RECORDS SHOWN Start Marker

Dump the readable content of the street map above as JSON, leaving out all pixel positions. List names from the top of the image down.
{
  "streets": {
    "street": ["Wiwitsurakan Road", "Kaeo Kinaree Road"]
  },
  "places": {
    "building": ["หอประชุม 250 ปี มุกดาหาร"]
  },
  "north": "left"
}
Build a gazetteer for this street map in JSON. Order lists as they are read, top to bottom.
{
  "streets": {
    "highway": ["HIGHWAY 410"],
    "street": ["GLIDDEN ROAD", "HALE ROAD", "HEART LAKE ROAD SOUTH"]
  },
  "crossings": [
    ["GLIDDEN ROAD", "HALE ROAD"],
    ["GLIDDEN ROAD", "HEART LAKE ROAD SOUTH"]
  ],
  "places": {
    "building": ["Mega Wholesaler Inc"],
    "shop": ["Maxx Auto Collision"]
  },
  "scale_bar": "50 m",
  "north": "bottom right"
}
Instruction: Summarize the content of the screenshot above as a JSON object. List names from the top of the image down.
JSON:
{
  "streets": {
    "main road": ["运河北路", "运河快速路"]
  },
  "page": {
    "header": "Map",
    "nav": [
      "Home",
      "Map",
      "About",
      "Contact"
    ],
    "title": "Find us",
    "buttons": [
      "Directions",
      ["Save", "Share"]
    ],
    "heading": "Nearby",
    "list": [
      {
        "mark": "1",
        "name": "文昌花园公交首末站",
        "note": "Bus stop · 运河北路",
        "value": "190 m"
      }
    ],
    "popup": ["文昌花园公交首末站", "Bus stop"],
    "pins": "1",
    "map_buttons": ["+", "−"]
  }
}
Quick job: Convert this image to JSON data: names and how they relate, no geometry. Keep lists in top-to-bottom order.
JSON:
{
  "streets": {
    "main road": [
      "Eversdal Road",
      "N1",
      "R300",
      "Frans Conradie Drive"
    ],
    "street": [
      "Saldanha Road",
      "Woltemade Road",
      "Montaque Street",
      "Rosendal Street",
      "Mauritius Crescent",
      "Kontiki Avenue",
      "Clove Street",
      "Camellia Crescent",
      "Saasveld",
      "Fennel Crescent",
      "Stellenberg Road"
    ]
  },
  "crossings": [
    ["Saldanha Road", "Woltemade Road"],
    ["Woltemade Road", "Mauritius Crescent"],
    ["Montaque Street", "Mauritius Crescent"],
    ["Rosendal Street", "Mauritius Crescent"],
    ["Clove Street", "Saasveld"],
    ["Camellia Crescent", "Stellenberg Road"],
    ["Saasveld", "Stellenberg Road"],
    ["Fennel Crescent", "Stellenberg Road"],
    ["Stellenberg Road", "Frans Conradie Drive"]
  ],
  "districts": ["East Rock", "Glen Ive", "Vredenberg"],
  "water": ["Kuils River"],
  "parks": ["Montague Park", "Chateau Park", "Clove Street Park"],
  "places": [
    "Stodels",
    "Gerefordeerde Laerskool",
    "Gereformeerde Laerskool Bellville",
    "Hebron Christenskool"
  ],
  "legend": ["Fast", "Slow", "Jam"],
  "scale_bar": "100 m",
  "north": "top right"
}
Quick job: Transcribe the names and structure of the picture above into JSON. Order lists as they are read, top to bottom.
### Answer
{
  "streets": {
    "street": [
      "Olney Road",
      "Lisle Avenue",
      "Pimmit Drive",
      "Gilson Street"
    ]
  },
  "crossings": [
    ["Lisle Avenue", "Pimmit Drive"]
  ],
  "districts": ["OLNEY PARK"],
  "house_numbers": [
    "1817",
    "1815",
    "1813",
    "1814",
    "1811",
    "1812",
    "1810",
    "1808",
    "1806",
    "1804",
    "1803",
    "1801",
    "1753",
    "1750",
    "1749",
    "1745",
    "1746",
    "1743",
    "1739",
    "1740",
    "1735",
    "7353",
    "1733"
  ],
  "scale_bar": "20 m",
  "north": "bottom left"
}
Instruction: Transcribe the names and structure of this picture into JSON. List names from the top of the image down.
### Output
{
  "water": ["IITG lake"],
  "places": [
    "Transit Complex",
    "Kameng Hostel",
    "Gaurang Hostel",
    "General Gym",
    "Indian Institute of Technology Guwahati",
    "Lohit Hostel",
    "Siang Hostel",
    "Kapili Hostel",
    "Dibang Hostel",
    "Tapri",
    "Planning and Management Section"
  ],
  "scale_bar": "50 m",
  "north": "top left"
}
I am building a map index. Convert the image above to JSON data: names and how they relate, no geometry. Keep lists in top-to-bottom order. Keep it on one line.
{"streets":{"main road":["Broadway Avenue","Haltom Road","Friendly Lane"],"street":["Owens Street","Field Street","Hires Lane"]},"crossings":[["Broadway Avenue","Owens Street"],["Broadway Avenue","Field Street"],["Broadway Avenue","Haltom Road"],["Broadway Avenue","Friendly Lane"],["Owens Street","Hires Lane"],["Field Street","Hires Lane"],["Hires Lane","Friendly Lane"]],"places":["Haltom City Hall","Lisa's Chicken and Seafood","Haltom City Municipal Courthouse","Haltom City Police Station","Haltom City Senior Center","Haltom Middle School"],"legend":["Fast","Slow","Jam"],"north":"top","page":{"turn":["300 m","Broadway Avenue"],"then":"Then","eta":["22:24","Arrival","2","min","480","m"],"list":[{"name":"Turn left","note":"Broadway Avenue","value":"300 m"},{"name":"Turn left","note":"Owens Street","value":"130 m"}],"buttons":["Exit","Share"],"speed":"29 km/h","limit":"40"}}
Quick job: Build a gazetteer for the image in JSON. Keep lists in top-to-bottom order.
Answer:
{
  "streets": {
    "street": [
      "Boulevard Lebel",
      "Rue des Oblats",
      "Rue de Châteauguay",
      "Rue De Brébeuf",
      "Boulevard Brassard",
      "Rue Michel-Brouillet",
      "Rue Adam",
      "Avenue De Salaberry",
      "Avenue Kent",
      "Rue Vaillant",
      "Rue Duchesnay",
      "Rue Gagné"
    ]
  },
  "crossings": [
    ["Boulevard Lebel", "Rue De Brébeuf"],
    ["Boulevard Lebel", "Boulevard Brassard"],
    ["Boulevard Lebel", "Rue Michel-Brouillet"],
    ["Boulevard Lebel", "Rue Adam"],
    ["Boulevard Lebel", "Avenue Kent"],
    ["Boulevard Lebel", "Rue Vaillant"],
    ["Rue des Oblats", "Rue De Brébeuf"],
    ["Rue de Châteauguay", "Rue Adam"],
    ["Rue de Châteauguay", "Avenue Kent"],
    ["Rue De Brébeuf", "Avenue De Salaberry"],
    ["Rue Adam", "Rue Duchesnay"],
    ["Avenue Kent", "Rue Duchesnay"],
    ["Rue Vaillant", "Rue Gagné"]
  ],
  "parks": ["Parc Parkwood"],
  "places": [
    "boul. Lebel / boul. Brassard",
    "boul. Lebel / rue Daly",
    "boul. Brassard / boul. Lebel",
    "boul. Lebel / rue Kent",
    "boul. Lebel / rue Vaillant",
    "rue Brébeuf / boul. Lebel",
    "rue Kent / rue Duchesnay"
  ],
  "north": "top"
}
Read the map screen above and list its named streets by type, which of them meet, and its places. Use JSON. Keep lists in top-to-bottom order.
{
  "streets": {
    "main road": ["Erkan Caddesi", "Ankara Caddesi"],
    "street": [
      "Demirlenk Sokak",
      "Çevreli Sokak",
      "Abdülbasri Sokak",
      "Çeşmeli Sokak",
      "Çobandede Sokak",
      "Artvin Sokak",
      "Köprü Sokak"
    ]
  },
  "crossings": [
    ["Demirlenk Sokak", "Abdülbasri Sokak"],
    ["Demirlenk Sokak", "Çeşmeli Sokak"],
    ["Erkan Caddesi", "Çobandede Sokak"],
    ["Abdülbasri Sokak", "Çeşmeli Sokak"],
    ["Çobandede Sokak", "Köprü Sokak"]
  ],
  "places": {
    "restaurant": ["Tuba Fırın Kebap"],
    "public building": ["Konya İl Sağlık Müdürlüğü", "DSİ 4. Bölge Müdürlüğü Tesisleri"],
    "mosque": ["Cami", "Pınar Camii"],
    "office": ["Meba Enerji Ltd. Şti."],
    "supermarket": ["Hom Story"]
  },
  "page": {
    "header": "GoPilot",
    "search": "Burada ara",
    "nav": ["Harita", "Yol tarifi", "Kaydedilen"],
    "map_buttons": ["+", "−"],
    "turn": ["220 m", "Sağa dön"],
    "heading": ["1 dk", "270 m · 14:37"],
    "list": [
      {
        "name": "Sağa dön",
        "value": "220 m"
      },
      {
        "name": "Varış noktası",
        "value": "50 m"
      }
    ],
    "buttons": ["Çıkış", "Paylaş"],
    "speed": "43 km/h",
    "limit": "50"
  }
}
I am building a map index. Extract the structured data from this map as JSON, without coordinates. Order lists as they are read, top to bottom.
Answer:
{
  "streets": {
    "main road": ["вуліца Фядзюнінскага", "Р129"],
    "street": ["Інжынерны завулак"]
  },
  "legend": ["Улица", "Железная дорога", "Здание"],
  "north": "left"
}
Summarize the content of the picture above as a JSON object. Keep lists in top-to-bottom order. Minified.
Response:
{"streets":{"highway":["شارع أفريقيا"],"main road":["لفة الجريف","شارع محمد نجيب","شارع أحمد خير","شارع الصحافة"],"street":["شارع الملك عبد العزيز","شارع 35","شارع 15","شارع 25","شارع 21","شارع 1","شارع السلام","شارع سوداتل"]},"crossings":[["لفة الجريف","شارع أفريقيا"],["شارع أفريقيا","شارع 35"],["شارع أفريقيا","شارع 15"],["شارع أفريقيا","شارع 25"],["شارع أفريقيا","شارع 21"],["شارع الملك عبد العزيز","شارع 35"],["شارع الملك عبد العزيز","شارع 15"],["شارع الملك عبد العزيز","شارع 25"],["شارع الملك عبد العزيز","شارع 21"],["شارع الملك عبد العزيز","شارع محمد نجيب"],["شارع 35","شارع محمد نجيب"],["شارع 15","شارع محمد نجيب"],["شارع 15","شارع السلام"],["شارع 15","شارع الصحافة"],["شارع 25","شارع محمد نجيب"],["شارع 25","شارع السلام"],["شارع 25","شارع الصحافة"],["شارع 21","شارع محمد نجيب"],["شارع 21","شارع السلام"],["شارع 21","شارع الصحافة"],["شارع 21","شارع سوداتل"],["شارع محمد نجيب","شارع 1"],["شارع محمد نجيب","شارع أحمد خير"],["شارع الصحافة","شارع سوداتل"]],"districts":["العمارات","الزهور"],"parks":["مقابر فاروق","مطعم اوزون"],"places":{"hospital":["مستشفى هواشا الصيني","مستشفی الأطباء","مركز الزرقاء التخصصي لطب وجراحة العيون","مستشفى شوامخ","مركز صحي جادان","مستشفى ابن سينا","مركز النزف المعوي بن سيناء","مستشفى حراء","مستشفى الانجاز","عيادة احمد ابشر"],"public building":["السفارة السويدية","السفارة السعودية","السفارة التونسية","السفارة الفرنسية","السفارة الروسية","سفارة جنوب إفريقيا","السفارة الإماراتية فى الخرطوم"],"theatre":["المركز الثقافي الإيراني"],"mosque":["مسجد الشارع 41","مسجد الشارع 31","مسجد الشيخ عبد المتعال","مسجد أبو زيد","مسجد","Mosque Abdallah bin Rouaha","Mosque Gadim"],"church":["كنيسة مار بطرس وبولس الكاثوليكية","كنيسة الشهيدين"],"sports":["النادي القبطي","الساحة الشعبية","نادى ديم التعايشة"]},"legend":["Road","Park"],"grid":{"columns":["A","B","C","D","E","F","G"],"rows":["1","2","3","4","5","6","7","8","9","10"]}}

RECORDS SHOWN End Marker

**TASK INSTRUCTIONS**.
Produce only the lines from the line containing "I am building a map index. Convert" through the line containing "Quick job: Build", inclusive of both, exactly as they stand in the entries above.

**ANSWER AREA**.
I am building a map index. Convert the image above to JSON data: names and how they relate, no geometry. Keep lists in top-to-bottom order. Keep it on one line.
{"streets":{"main road":["Broadway Avenue","Haltom Road","Friendly Lane"],"street":["Owens Street","Field Street","Hires Lane"]},"crossings":[["Broadway Avenue","Owens Street"],["Broadway Avenue","Field Street"],["Broadway Avenue","Haltom Road"],["Broadway Avenue","Friendly Lane"],["Owens Street","Hires Lane"],["Field Street","Hires Lane"],["Hires Lane","Friendly Lane"]],"places":["Haltom City Hall","Lisa's Chicken and Seafood","Haltom City Municipal Courthouse","Haltom City Police Station","Haltom City Senior Center","Haltom Middle School"],"legend":["Fast","Slow","Jam"],"north":"top","page":{"turn":["300 m","Broadway Avenue"],"then":"Then","eta":["22:24","Arrival","2","min","480","m"],"list":[{"name":"Turn left","note":"Broadway Avenue","value":"300 m"},{"name":"Turn left","note":"Owens Street","value":"130 m"}],"buttons":["Exit","Share"],"speed":"29 km/h","limit":"40"}}
Quick job: Build a gazetteer for the image in JSON. Keep lists in top-to-bottom order.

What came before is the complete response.